Cependant, ces chiffres dissimulent une réalité plus mitigée pour le XV de France, qui a connu un Tournoi laborieux. Le début chaotique avec une défaite face à l’Irlande (17-38), suivie d’une victoire laborieuse en Écosse (20-16) et d’un nul décevant contre l’Italie (13-13), a été suivi de deux victoires éclatantes au Pays de Galles (45-24) et contre l’Angleterre.

Le sélectionneur Fabien Galthié a qualifié ce tournoi d' »enfer » où l’équipe a dû faire preuve de solidité et de résilience. Près de six mois après la déception du quart de finale de la Coupe du Monde 2023, les Bleus peinent encore à digérer cette sortie prématurée de la compétition.

Malgré des moments difficiles, les joueurs ont su montrer leur unité et leur détermination. Louis Bielle-Biarrey a souligné que ces épreuves allaient renforcer l’équipe à l’avenir.

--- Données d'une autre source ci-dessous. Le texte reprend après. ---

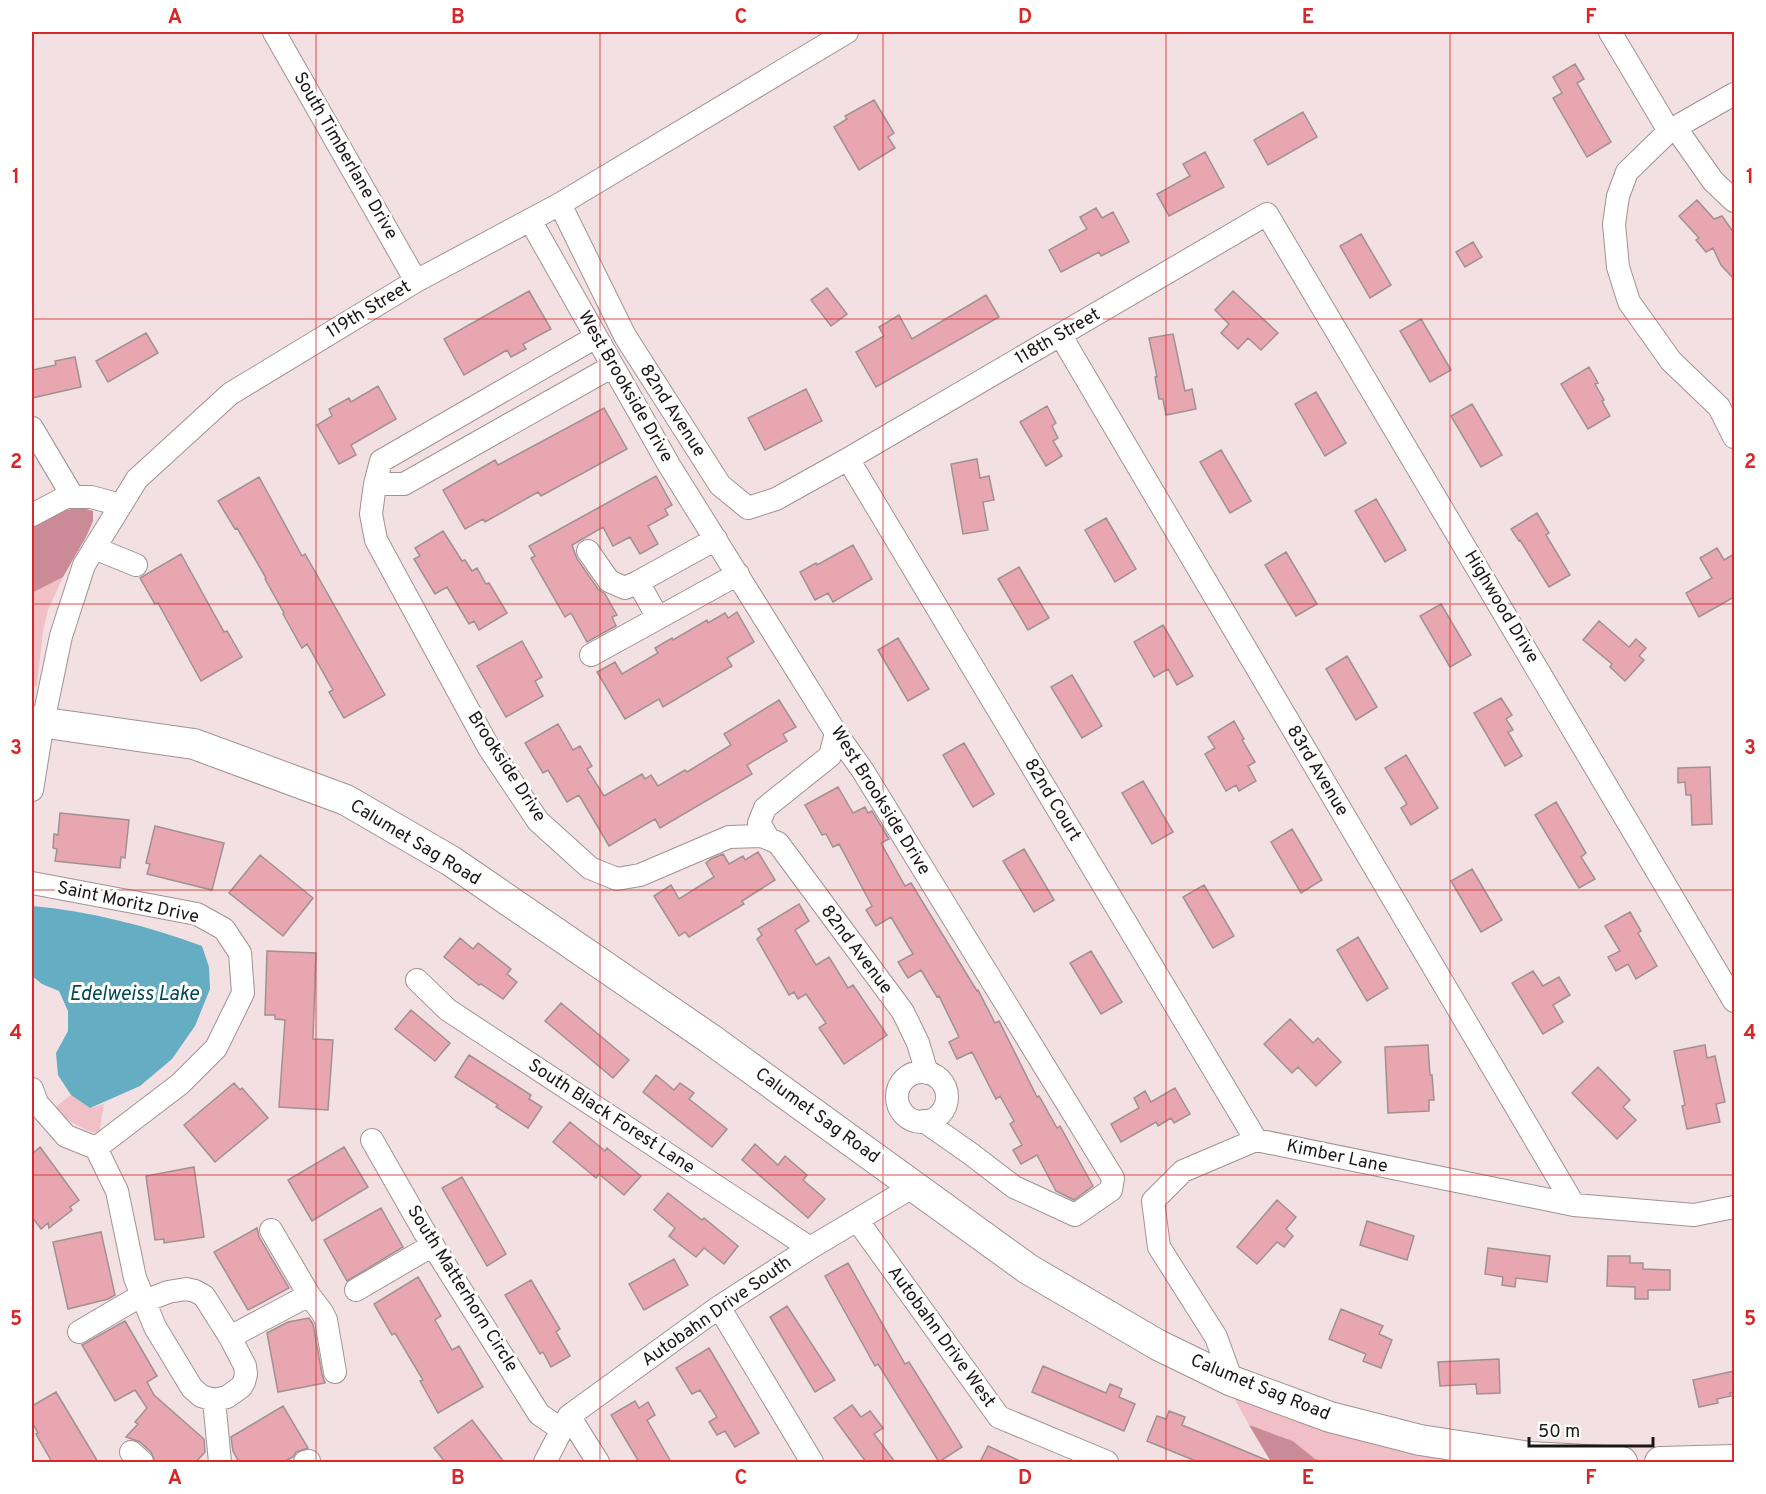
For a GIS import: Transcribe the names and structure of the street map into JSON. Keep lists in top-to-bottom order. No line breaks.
{"streets":{"main road":["Calumet Sag Road"],"street":["South Timberlane Drive","119th Street","118th Street","West Brookside Drive","82nd Avenue","Highwood Drive","Brookside Drive","83rd Avenue","82nd Court","Saint Moritz Drive","South Black Forest Lane","Kimber Lane","South Matterhorn Circle","Autobahn Drive South","Autobahn Drive West"]},"crossings":[["South Timberlane Drive","119th Street"],["119th Street","West Brookside Drive"],["119th Street","82nd Avenue"],["119th Street","Calumet Sag Road"],["118th Street","82nd Avenue"],["118th Street","Highwood Drive"],["118th Street","83rd Avenue"],["118th Street","82nd Court"],["West Brookside Drive","82nd Avenue"],["West Brookside Drive","Brookside Drive"],["82nd Avenue","Brookside Drive"],["82nd Avenue","82nd Court"],["83rd Avenue","Kimber Lane"],["82nd Court","Kimber Lane"],["Calumet Sag Road","Autobahn Drive South"],["South Black Forest Lane","Autobahn Drive South"],["South Matterhorn Circle","Autobahn Drive South"],["Autobahn Drive South","Autobahn Drive West"]],"water":["Edelweiss Lake"],"scale_bar":"50 m","grid":{"columns":["A","B","C","D","E","F"],"rows":["1","2","3","4","5"]}}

La défense, point fort autrefois, a été le talon d’Achille de l’équipe avec quatorze essais encaissés, le pire bilan depuis l’arrivée de Fabien Galthié. Malgré tout, le XV de France a pu compter sur ses talents individuels, avec des actions décisives de joueurs comme Gaël Fickou, Damian Penaud ou Léo Barré.

Cette épreuve a également permis à certains joueurs de se révéler, tandis que les cadres ont retrouvé leur rang, en l’absence de joueurs clés comme Antoine Dupont ou Romain Ntamack. La discipline de l’équipe s’est améliorée, bien que quelques cartons jaunes et rouges aient été distribués au cours du tournoi.

Maintenant, les regards se tournent vers la tournée estivale en Argentine, où l’équipe devra confirmer ses progrès et renforcer sa cohésion.